Landing page at Zenodo for resource. Can also be the URL for restricted access (?token= appended with a long key), or a DOI referencing objects deposited with Zenodo.
A character
vector with the file path where the downloaded
file is to be saved. Tilde-expansion is performed. Defaults to a temporary
file.
A logical
value, whether to check md5 sum.
A logical
value, whether to output progess messages.
A logical
value, whether to report progress during
download.
The filename of the downloaded corpus tarball, designed to serve as
input for corpus_install
(as argument tarball
). If the
resource is not available, NULL
is returned.
The path of the downloaded resource, or NULL
if the operation has
not been successful.
A sample subset of the GermaParl corpus is deposited at Zenodo for testing purposes. There are identical open access and restricted versions of GermaParlSample to test different flavours of downloading a resource from Zenodo. The URL for restricted access includes an access token which is very lengthy. This URL is included as a dataset in the package to avoid excessive line in sample code.

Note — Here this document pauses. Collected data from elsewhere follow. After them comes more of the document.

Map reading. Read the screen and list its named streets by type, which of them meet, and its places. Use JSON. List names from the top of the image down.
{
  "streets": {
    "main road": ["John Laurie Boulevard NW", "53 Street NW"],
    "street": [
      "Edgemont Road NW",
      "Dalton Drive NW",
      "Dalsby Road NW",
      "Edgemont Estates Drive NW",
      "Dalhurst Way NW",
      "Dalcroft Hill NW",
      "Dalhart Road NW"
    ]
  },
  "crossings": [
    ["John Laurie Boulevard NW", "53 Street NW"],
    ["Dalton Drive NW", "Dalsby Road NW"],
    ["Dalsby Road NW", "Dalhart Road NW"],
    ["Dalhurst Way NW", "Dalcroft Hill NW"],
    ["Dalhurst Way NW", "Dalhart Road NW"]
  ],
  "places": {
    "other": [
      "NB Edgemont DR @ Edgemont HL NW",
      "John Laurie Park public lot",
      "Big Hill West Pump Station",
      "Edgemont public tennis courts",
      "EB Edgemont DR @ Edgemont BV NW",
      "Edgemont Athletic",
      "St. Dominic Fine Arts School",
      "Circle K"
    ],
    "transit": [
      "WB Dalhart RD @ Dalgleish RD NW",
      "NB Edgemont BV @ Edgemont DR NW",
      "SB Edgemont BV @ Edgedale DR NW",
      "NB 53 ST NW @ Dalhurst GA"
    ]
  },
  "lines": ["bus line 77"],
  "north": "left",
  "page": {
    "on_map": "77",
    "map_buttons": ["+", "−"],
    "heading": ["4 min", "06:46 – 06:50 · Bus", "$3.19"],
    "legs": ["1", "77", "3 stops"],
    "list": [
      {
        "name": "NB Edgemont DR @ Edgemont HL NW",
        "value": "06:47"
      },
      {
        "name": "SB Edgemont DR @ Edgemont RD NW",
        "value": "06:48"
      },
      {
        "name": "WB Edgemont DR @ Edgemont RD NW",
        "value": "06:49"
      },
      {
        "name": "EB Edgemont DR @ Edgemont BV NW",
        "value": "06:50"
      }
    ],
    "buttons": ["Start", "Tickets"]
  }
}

Note that URLs that give access to restricted data are usually not to be shared.
# \donttest{
# Temporary directory structure as a preparatory step
Sys.setenv(CORPUS_REGISTRY = "")
cwb_dirs <- create_cwb_directories(
prefix = tempdir(),
ask = FALSE,
verbose = FALSE
)
Sys.setenv(CORPUS_REGISTRY = cwb_dirs[["registry_dir"]])
# Download and install open access resource
gparl_url_pub <- "https://doi.org/10.5281/zenodo.3823245"
tarball_tmp <- zenodo_get_tarball(url = gparl_url_pub)
#> ── Download resource from Zenodo ───────────────────────────────────────────────
#> ℹ get tarball URL from Zenodo record
#> ✔ get tarball URL from Zenodo record ... done
#>
#> ℹ tarball to download: germaparlsample_v0.1.0.tar.gz
#> ℹ check that md5 checksum is (cd542b95b3e6c80600f896c2a288c5d3)
#> ✔ check that md5 checksum is (cd542b95b3e6c80600f896c2a288c5d3) ... done
#>
if (!is.null(tarball_tmp)) corpus_install(tarball = tarball_tmp)
#> ── Get CWB directories ─────────────────────────────────────────────────────────
#> ℹ registry directory: /tmp/RtmpeQEeXz/registry
#> ℹ data directory: /tmp/RtmpeQEeXz/indexed_corpora
#> ── Install corpus ──────────────────────────────────────────────────────────────
#> ℹ extract tarball
#> ✔ extract tarball ... done
#>
#> ✔ copy corpus data to target directory ... done
#> ℹ parse registry file
#> ✔ parse registry file ... done
#>
#> ! no info file
#> ℹ update registry data and save registry file
#> ✔ update registry data and save registry file ... done
#>
#> ℹ load corpus
#> ✔ load corpus ... done
#>
# Download and install resource with restricted access
tarball_tmp <- zenodo_get_tarball(url = gparlsample_url_restricted)
#> ── Download restricted resource from Zenodo ────────────────────────────────────
#> ℹ get handle for restricted resource
#> ✔ get handle for restricted resource ... done
#>
#> ℹ tarball to download: <https://zenodo.org//records/6546810/files/germaparlsample_v0.1.1.tar.gz?download=1>
#> ℹ check that md5 checksum is (81d6131ac55b36f40442b7e320e6f51e)
#> ✔ check that md5 checksum is (81d6131ac55b36f40442b7e320e6f51e) ... done
#>
if (!is.null(tarball_tmp)) corpus_install(tarball = tarball_tmp)
#> ── Get CWB directories ─────────────────────────────────────────────────────────
#> ℹ registry directory: /tmp/RtmpeQEeXz/registry
#> ℹ data directory: /tmp/RtmpeQEeXz/indexed_corpora
#> ── Install corpus ──────────────────────────────────────────────────────────────
#> ℹ extract tarball
#> ✔ extract tarball ... done
#>
#> ℹ version extracted from registry file: v0.1.1
#> ── remove corpus GERMAPARLSAMPLE ───────────────────────────────────────────────
#> ℹ registry directory: /tmp/RtmpeQEeXz/registry
#> ℹ data directory: /tmp/RtmpeQEeXz/indexed_corpora/germaparlsample
#> ℹ remove files in data directory
#> ✔ remove files in data directory [6ms]
#>
#> ℹ remove data directory
#> ✔ remove data directory [11ms]
#>
#> ℹ remove registry file
#> ✔ remove registry file [11ms]
#>
#> ✔ corpus `GERMAPARLSAMPLE` has been removed
#> ✔ copy corpus data to target directory ... done
#> ℹ parse registry file
#> ✔ parse registry file ... done
#>
#> ! no info file
#> ℹ update registry data and save registry file
#> ✔ update registry data and save registry file ... done
#>
#> ℹ load corpus
#> ✔ load corpus ... done
#>
# }